JON FOSSE
Le Rideau de Bruxelles a monté de Jon Fosse Quelqu’un va venir en 2000-2001 dans la mise en scène de Christine Delmotte, une pièce qui s’inscrit dans une même familière étrangeté. Un homme, une femme, un endroit « où il n’y avait personne où il n’y avait que nous » et une nécessité qui s’impose d’elle-même. Ainsi semble être l’œuvre même de ce Norvégien né en 1959 et joué dans le monde entier. Où le situer ? Quelque part entre Ibsen et Beckett, entre le poids de l’éducation protestante, les relations familiales, l’appartenance sociale, et la métaphysique, la liberté absolue de l’écriture. Jon Fosse a développé un répertoire apparemment abstrait qui renvoie pourtant avec force à notre condition, tout autant qu’au pouvoir de l’art. Car l’intérêt d’Hiver, de Quelqu’un va venir, de ses autres pièces, réside tout autant dans l’écriture que dans ce qu’elle fait émerger. « Le lieu d’où vient l’écriture est un lieu qui sait bien plus de choses que moi, car en tant que personne je sais bien peu de choses. Depuis ma prime jeunesse j’ai toujours écrit, presque comme une manière d’être au monde. Car lorsque j’écris un texte qui me paraît bien écrit, quelque chose de nouveau vient au monde, quelque chose
qui n’était pas là auparavant, et cela, le plaisir de faire surgir des personnages, des histoires que personne ne connaissait auparavant, pas même moi, m’étonne et me réjouit. Personne ne connaissait cela avant que je ne l’écrive. Et d’où cela vient-il ? »
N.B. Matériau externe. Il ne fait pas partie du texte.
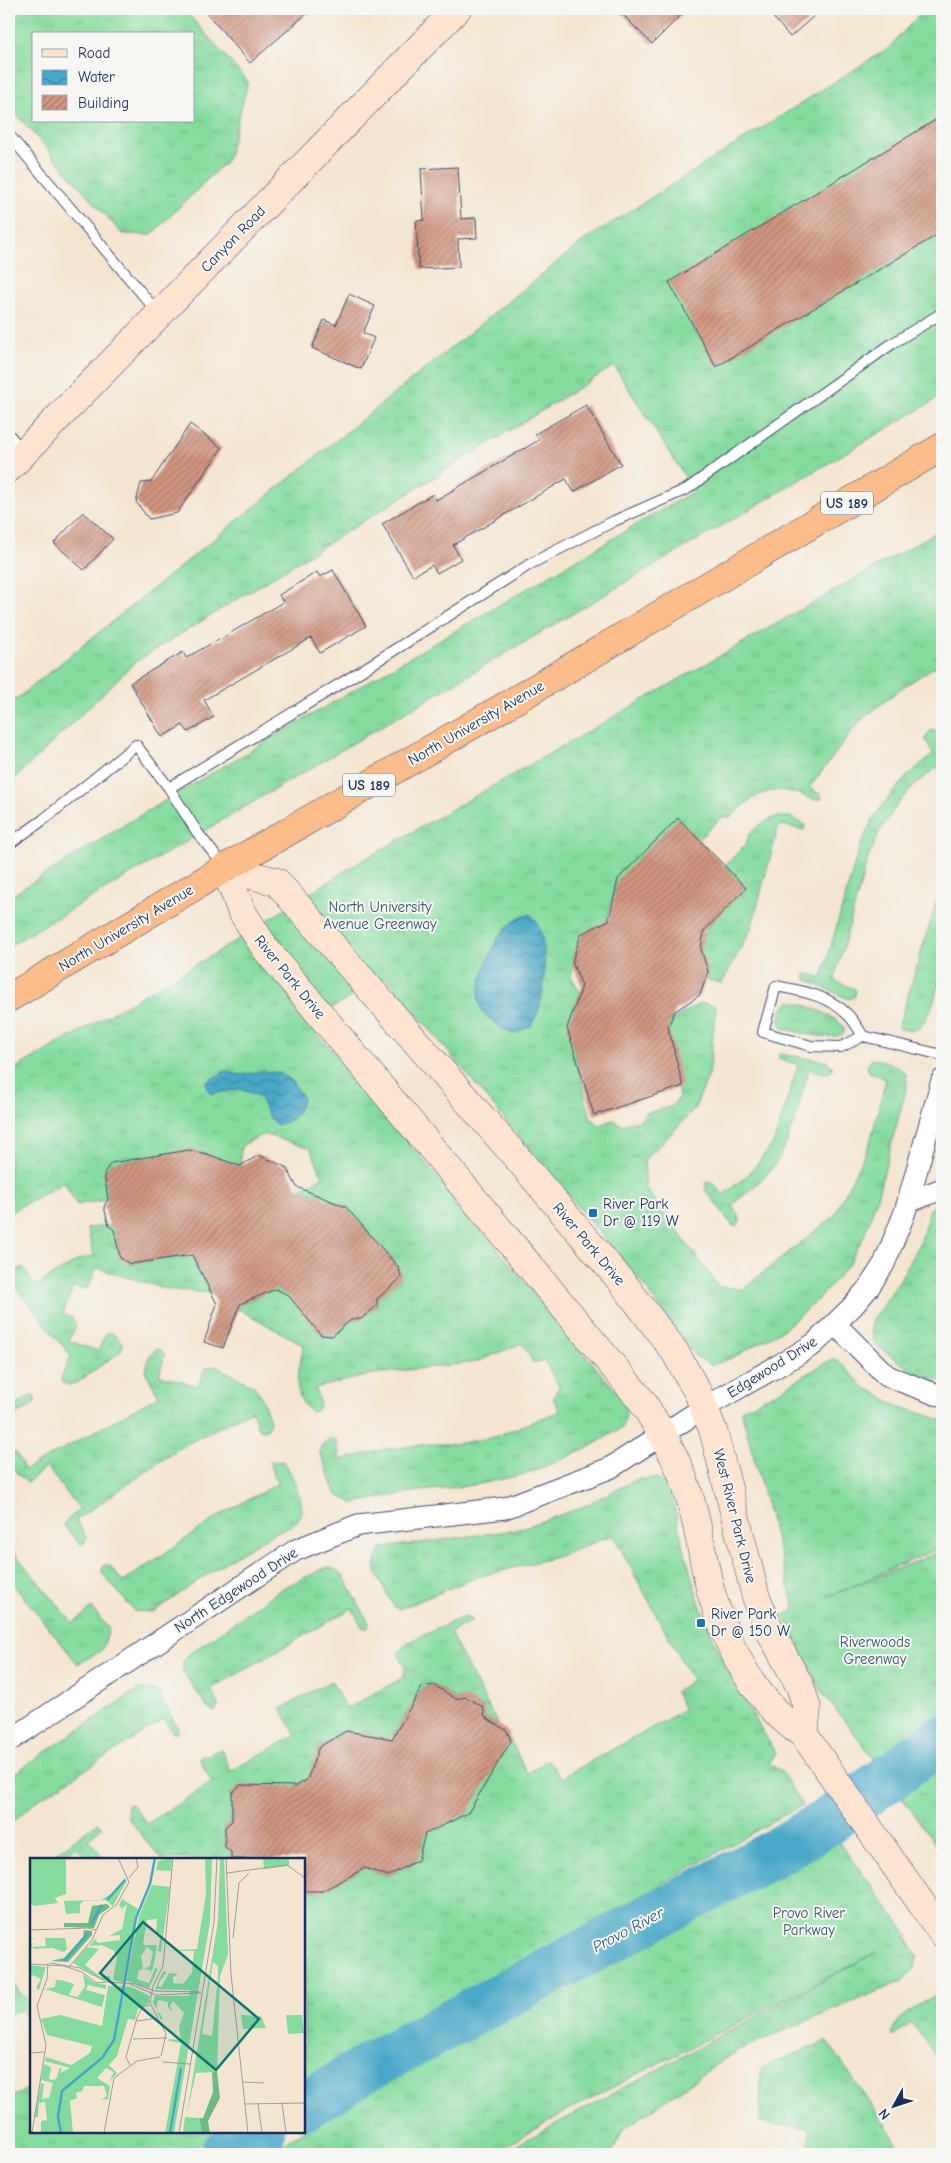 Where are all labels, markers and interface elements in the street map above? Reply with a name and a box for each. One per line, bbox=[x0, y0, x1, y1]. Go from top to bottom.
legend bbox=[32, 32, 195, 122]
text: Road bbox=[78, 44, 110, 62]
text: Water bbox=[78, 68, 115, 86]
text: Building bbox=[78, 94, 129, 112]
street label: Canyon Road bbox=[197, 202, 269, 276]
road number: US 189 bbox=[821, 492, 873, 514]
street label: North University Avenue bbox=[405, 676, 548, 769]
road number: US 189 bbox=[343, 774, 395, 796]
street label: North University Avenue bbox=[55, 880, 197, 975]
park label: North University Avenue Greenway bbox=[323, 898, 437, 933]
street label: River Park Drive bbox=[251, 931, 330, 1023]
place label: River Park Dr @ 119 W bbox=[603, 1195, 679, 1230]
street label: River Park Drive bbox=[549, 1199, 629, 1290]
marker: River Park Dr @ 119 W bbox=[587, 1207, 599, 1219]
street label: Edgewood Drive bbox=[724, 1332, 821, 1402]
street label: West River Park Drive bbox=[710, 1447, 761, 1586]
street label: North Edgewood Drive bbox=[171, 1543, 301, 1637]
place label: River Park Dr @ 150 W bbox=[711, 1605, 790, 1640]
marker: River Park Dr @ 150 W bbox=[695, 1617, 707, 1629]
park label: Riverwoods Greenway bbox=[840, 1633, 910, 1668]
inset map bbox=[30, 1858, 305, 2133]
water label: Provo River bbox=[589, 1903, 667, 1956]
park label: Provo River Parkway bbox=[773, 1904, 845, 1939]
north arrow bbox=[868, 2080, 918, 2130]
text: N bbox=[875, 2105, 894, 2123]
Jon Fosse a grandi dans la ferme de ses parents au bord d’un fjord. Son père dirigeait la grande épicerie. Il écrit depuis toujours et est venu au théâtre après la poésie et une quinzaine de romans, y compris pour la jeunesse, de récits, d’essais. Seuls ses trois derniers romans ont été traduits en français (Melancholia I, Melancholia II, Matin et soir). Ses pièces ont été publiées aux Éditions de l’Arche et mises en scène par Claude Régy, Jacques Lassalle, Thomas Ostermeier, Denis Marleau... Il est l’auteur norvégien le plus joué dans son pays et dans le monde. Il vit à Bergen, est titulaire d’une maîtrise en littérature comparée et a dévoré Derrida et Blanchot. Il a consacré un essai à Henrik Ibsen qui fait autorité. Sa première pièce était une commande Et jamais nous ne serons séparés créée en 1994 à la Nationale Scène de Bergen. Depuis, il n’a pas cessé d’en écrire. « Je cherche une écriture simple et concrète et j’espère toucher en même temps aux grandes questions de la vie. » « À travers tous ses textes, dit son traducteur Terje Sinding (1), les mêmes thèmes reviennent, les mêmes images récurrentes, obsessionnelles, qui passent d’un texte à l’autre, quel que soit le genre. L’écriture elle-même est singulière, avec ce principe de répétition. La différence principale se trouve dans le foisonnement de l’écriture romanesque, avec des phrases qui se dévident sur plusieurs pages et dans lesquelles il faut plonger en apnée, tandis qu’au théâtre triomphent la brièveté, le minimalisme, l’épure… Elle est toujours très musicale. Hiver serait un duo de théâtre de chambre écrit en quatre mouvements, deux fois deux mouvements binaires et répétitifs. On ne sait jamais précisément ce que cela veut dire. Il y a dans ses pièces, et dans Hiver en particulier, une grande ouverture du sens ». « En revanche, la forme est précise dit Jon Fosse, j’écris des textes fermés sans vouloir les rendre énigmatiques parce que je sais pertinemment ce que j’écris. »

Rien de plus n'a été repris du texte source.